### [WORK TASK]
Each line of the data below that includes the string "circle" must be copied.
____
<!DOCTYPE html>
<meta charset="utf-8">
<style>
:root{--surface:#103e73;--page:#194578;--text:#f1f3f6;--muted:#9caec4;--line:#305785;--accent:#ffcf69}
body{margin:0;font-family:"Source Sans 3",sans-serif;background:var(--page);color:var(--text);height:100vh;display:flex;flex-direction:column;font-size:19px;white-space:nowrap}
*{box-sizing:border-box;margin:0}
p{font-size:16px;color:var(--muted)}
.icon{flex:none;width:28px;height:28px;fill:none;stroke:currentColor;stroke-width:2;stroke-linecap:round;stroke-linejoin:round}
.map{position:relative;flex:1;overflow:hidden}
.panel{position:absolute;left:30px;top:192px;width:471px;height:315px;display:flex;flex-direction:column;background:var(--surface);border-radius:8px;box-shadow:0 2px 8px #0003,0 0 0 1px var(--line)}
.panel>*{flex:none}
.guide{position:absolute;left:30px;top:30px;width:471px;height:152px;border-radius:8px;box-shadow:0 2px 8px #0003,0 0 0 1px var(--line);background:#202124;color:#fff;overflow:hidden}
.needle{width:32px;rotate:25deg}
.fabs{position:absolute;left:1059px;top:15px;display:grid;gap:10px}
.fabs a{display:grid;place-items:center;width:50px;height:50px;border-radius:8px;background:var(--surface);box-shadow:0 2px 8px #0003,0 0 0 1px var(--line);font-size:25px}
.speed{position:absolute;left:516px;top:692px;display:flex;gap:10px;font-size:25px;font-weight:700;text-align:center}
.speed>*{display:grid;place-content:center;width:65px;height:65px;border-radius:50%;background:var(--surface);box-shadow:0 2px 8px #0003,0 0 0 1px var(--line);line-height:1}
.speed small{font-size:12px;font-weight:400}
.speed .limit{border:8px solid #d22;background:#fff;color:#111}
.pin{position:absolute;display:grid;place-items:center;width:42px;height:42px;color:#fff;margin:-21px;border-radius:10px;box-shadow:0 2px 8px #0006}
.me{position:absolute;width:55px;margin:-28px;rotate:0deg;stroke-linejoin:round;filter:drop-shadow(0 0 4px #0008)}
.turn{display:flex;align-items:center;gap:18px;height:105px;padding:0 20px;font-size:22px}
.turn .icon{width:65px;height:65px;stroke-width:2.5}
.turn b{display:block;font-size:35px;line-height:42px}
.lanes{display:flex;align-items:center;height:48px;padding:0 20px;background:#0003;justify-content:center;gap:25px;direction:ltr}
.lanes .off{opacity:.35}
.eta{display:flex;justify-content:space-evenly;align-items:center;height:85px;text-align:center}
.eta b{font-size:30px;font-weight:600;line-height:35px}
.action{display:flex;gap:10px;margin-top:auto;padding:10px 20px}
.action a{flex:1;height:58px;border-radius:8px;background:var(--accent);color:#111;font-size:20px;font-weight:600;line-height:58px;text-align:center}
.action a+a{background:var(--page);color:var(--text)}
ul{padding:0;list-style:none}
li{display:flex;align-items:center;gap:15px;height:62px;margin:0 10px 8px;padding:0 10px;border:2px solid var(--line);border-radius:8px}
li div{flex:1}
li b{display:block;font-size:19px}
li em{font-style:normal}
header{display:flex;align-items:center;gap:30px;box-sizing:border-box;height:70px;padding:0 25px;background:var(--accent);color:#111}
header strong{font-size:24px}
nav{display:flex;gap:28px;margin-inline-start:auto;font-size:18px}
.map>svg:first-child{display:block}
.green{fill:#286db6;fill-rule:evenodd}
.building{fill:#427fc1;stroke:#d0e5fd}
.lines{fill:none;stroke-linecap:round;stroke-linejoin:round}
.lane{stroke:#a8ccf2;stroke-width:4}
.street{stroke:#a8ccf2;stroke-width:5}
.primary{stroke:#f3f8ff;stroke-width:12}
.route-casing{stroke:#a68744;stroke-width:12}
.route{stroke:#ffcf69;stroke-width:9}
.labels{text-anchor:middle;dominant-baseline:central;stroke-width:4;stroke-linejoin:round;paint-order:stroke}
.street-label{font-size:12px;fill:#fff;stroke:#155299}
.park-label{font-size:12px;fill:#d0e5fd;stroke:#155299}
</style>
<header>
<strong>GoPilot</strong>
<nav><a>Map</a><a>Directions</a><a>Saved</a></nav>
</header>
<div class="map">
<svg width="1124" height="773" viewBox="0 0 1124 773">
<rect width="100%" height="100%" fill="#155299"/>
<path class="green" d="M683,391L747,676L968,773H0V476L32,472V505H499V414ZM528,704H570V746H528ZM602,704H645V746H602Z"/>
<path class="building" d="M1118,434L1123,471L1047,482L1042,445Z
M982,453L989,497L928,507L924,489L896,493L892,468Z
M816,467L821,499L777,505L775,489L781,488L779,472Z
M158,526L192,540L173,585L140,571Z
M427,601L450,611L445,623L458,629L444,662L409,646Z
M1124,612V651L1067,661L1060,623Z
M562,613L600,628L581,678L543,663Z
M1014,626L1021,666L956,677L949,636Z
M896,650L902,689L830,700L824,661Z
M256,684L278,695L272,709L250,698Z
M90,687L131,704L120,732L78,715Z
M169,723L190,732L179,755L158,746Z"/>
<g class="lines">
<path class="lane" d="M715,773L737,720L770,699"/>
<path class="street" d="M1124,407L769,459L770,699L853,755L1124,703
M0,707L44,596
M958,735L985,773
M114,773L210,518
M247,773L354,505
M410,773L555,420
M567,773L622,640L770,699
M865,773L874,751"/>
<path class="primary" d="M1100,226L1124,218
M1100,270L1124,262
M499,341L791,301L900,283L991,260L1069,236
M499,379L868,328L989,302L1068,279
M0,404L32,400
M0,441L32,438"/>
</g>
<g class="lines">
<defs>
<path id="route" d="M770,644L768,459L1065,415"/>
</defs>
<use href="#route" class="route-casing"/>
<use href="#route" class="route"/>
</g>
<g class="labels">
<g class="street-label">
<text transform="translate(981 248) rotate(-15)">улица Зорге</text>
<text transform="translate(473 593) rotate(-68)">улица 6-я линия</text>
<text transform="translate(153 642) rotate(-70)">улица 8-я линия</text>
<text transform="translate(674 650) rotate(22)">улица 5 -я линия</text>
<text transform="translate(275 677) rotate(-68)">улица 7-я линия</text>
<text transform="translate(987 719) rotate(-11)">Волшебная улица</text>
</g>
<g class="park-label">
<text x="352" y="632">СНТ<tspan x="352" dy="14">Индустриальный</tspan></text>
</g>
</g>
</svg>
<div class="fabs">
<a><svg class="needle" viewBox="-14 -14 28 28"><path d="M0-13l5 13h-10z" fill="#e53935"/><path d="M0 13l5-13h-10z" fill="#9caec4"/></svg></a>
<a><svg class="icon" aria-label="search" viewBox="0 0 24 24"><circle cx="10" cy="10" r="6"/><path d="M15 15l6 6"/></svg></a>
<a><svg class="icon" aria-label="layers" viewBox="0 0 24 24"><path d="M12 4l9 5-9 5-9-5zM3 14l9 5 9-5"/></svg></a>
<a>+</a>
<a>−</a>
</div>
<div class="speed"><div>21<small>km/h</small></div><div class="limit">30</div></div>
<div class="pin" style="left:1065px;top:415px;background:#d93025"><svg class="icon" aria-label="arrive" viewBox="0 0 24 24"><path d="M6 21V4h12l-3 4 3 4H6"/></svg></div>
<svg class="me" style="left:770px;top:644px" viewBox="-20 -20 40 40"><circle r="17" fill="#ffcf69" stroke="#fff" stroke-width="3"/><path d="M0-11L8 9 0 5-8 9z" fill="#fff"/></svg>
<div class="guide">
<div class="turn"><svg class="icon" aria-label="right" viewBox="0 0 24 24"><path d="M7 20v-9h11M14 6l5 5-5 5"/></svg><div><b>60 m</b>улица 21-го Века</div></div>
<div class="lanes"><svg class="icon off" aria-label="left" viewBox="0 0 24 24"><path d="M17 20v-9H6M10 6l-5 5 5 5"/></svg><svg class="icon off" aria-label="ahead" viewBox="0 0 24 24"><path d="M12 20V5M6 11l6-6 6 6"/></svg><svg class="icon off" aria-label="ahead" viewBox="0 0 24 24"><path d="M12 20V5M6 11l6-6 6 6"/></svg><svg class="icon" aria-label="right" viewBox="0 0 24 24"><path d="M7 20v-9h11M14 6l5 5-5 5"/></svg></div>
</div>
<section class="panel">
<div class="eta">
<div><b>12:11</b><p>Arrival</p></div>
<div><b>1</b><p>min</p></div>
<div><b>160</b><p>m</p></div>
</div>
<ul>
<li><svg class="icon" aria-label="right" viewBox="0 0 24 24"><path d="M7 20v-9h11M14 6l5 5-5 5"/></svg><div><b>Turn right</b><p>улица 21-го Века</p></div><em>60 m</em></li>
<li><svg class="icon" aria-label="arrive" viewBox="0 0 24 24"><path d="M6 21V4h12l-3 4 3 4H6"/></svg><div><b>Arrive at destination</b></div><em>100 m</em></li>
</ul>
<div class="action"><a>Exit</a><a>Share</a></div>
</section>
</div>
____
### [EXERCISE RESPONSE]
<a><svg class="icon" aria-label="search" viewBox="0 0 24 24"><circle cx="10" cy="10" r="6"/><path d="M15 15l6 6"/></svg></a>
<svg class="me" style="left:770px;top:644px" viewBox="-20 -20 40 40"><circle r="17" fill="#ffcf69" stroke="#fff" stroke-width="3"/><path d="M0-11L8 9 0 5-8 9z" fill="#fff"/></svg>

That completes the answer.